L’industria della carne sintetica continua a crescere.
Secondo un’analisi dettagliata sul fenomeno elaborata da McKinsey, entro il 2030, il business della “fake meat” varrà $25 miliardi.
Cos’è la carne sintetica?
La produzione della carne sintetica utilizza tecniche bioingegneristiche. Si prelevano di base piccoli campioni di cellule animali che vengono poi coltivate in un ambiente controllato. Questo processo ha l’obiettivo di replicare la consistenza e il sapore della carne naturale, ma ovviamente senza uccidere alcun animale.
Oggi questo business comprende circa 100 start-up e nel 2020, nonostante la pandemia, ha attirato circa $350 milioni di investimenti.
Ma sarà davvero l’alimento del futuro?
Il giro d’affari
I costi di produzione stanno cambiando rapidamente. Il primo hamburger prodotto in laboratorio, nel 2013, costò addirittura $300 mila.
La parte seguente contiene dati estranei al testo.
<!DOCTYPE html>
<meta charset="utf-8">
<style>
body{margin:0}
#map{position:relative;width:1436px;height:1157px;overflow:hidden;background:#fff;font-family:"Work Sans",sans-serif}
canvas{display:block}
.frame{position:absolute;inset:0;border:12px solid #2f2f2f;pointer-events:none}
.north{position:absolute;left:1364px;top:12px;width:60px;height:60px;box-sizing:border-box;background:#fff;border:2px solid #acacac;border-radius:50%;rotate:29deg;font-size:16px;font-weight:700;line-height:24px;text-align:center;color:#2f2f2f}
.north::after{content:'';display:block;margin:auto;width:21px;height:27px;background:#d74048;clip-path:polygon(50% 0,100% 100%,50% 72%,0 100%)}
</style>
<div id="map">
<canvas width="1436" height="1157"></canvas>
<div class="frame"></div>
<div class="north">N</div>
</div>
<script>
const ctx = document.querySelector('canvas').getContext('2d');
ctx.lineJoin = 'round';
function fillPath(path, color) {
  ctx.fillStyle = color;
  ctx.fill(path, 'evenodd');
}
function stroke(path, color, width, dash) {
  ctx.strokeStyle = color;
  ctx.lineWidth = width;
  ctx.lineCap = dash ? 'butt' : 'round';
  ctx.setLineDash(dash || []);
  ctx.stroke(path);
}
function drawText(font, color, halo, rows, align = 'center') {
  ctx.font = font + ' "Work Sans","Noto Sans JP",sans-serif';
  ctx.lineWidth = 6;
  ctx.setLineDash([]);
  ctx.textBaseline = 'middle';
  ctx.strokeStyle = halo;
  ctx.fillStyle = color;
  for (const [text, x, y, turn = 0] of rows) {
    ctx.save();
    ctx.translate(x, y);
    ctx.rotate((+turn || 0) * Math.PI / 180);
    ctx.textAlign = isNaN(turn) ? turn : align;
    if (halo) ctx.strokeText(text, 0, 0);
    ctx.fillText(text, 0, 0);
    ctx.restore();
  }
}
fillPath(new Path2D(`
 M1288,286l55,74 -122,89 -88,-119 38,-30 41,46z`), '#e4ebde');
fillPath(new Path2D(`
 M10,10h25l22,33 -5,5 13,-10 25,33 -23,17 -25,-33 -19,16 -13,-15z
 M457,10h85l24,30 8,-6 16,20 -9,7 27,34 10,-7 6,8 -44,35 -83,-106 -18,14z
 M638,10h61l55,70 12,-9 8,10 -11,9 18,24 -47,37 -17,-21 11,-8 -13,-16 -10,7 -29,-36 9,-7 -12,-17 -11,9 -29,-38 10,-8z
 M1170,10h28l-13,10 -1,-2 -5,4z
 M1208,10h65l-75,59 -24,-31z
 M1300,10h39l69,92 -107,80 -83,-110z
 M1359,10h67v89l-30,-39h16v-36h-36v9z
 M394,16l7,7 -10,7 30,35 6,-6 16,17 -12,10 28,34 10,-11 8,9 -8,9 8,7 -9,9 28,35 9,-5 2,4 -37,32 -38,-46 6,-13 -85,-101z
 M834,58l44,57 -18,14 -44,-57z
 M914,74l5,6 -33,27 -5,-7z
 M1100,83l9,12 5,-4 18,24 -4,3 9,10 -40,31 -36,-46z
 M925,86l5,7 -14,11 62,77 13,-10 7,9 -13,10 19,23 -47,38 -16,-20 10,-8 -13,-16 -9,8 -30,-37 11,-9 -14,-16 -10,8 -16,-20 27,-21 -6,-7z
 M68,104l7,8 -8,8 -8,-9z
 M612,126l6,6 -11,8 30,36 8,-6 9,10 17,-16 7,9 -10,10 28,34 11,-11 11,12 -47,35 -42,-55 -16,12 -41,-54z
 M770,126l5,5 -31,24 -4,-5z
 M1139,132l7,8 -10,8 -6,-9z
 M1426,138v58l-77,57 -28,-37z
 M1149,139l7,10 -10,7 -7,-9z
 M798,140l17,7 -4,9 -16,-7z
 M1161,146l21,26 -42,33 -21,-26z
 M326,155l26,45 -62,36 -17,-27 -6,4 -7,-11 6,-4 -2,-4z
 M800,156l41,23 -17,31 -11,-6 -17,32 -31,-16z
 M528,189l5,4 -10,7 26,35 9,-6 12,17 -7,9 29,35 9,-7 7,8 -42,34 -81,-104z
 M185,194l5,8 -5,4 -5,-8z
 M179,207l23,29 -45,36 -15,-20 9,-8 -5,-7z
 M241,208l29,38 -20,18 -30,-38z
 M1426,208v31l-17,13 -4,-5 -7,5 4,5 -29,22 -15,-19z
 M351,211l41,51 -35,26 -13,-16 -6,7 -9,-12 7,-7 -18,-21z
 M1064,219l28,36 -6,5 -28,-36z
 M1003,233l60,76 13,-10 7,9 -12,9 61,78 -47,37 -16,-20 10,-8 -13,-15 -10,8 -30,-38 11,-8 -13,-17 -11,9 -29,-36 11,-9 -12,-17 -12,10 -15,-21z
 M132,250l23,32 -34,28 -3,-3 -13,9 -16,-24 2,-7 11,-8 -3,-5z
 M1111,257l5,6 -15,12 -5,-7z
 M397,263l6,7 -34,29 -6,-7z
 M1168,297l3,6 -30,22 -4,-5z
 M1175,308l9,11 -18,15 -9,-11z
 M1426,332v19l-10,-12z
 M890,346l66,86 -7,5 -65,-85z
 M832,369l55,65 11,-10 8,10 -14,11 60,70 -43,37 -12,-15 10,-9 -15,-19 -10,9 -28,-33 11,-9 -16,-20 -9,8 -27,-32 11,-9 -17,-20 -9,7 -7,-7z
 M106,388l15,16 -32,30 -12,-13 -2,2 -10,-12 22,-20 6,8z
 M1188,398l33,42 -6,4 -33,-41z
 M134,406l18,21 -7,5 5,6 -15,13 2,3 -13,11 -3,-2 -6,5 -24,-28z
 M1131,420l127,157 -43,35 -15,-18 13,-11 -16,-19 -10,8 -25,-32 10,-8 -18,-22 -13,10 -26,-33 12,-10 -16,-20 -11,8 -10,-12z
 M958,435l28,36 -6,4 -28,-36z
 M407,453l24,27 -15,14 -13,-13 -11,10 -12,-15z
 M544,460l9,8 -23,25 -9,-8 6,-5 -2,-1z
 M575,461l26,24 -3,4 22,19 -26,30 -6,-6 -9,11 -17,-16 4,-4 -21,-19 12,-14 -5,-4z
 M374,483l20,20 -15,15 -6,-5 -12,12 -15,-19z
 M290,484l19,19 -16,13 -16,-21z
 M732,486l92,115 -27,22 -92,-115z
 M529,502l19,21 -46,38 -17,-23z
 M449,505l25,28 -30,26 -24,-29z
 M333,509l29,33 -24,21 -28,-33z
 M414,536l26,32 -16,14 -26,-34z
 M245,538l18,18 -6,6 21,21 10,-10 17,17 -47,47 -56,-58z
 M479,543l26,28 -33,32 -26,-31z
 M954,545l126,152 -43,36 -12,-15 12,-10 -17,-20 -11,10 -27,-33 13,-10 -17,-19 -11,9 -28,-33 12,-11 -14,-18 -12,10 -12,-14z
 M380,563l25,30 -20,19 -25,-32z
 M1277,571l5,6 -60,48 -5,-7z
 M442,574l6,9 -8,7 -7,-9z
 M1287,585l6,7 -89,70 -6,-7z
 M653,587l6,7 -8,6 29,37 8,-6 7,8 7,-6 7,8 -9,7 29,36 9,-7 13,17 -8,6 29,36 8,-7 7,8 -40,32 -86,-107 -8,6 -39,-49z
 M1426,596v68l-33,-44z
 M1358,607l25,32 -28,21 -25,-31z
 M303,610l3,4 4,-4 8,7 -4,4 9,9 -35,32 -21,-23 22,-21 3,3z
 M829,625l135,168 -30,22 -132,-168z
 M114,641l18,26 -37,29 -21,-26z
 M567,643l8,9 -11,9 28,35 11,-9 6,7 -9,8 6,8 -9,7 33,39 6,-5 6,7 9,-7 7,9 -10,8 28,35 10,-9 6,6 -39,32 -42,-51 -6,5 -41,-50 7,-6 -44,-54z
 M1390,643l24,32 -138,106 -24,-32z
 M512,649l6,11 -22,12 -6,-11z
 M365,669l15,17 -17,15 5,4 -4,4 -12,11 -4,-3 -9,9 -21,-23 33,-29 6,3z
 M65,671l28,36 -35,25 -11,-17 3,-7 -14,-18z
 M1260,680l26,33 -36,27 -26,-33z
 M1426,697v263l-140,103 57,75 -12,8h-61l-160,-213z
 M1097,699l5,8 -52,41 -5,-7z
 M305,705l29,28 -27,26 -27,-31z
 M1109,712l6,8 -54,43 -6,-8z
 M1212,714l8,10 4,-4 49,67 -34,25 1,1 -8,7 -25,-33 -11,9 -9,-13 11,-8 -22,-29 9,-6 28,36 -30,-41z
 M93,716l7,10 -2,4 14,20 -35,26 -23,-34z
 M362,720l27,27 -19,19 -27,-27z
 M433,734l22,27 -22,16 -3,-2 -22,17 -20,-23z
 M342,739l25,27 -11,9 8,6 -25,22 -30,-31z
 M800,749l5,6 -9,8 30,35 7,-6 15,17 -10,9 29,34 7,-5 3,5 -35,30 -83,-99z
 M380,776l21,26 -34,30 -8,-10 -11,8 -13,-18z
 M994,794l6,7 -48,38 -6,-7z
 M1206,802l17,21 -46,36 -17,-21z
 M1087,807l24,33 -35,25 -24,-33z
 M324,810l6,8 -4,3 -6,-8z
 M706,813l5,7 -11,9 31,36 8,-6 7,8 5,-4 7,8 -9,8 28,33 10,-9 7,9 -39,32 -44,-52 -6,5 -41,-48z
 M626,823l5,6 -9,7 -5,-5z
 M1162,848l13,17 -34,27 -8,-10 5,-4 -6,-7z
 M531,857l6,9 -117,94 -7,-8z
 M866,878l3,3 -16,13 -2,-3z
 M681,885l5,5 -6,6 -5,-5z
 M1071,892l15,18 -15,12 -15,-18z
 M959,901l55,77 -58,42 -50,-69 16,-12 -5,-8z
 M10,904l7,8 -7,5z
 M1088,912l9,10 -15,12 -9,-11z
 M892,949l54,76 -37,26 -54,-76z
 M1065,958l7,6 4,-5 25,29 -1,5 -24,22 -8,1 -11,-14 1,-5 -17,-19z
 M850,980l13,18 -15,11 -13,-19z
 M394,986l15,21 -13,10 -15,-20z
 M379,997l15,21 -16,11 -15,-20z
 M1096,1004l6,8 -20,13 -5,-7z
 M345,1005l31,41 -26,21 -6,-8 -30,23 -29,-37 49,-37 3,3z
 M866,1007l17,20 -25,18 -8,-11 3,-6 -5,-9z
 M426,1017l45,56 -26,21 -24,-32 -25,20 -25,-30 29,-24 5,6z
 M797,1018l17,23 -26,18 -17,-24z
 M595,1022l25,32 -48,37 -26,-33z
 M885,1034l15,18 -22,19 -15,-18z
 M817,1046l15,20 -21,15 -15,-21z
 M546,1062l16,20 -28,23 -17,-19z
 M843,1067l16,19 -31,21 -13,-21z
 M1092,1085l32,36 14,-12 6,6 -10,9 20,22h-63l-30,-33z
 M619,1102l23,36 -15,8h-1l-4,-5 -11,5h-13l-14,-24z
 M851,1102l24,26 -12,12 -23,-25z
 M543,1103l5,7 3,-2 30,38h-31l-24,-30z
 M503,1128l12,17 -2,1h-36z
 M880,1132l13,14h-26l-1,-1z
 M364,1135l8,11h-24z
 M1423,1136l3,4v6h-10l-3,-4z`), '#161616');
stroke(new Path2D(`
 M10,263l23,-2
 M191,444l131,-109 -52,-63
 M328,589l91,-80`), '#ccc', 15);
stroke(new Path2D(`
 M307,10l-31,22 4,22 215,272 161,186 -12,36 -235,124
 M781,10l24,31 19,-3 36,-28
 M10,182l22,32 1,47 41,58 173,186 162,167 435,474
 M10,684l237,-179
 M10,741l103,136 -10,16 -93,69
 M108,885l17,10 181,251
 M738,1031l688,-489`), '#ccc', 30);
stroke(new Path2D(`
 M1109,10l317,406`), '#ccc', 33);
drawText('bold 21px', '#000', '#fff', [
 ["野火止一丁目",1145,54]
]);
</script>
Pochi anni dopo, nel 2016, vennero create polpette dal costo di $44.000 al kg, fino a scendere a $440 al kg per della carne tritata.
Più recentemente, all’inizio di quest’anno, la Future Meat Technologies ha annunciato di essere riuscita a realizzare un petto di pollo da 160 grammi a soli $4.
Le stime riportano che il settore creerà molti posti di lavoro. Attualmente per produrre 500 mila tonnellate di proteine sintetiche occorrono circa 5 mila lavoratori, più o meno quanti ne occupa la filiera della carne convenzionale. E questo rimarrà tale anche nel futuro.
Le emissioni
Degno di nota anche il minor impatto ambientale generato dal processo di produzione della carne sintetica, nonostante non così efficiente di quanto ci si aspetti.
La fake meat produce in media dieci volte meno emissioni rispetto alla carne rossa, ma allo stesso tempo emette fino a cinque volte la CO2 utilizzata per la coltivazione di verdure e legumi.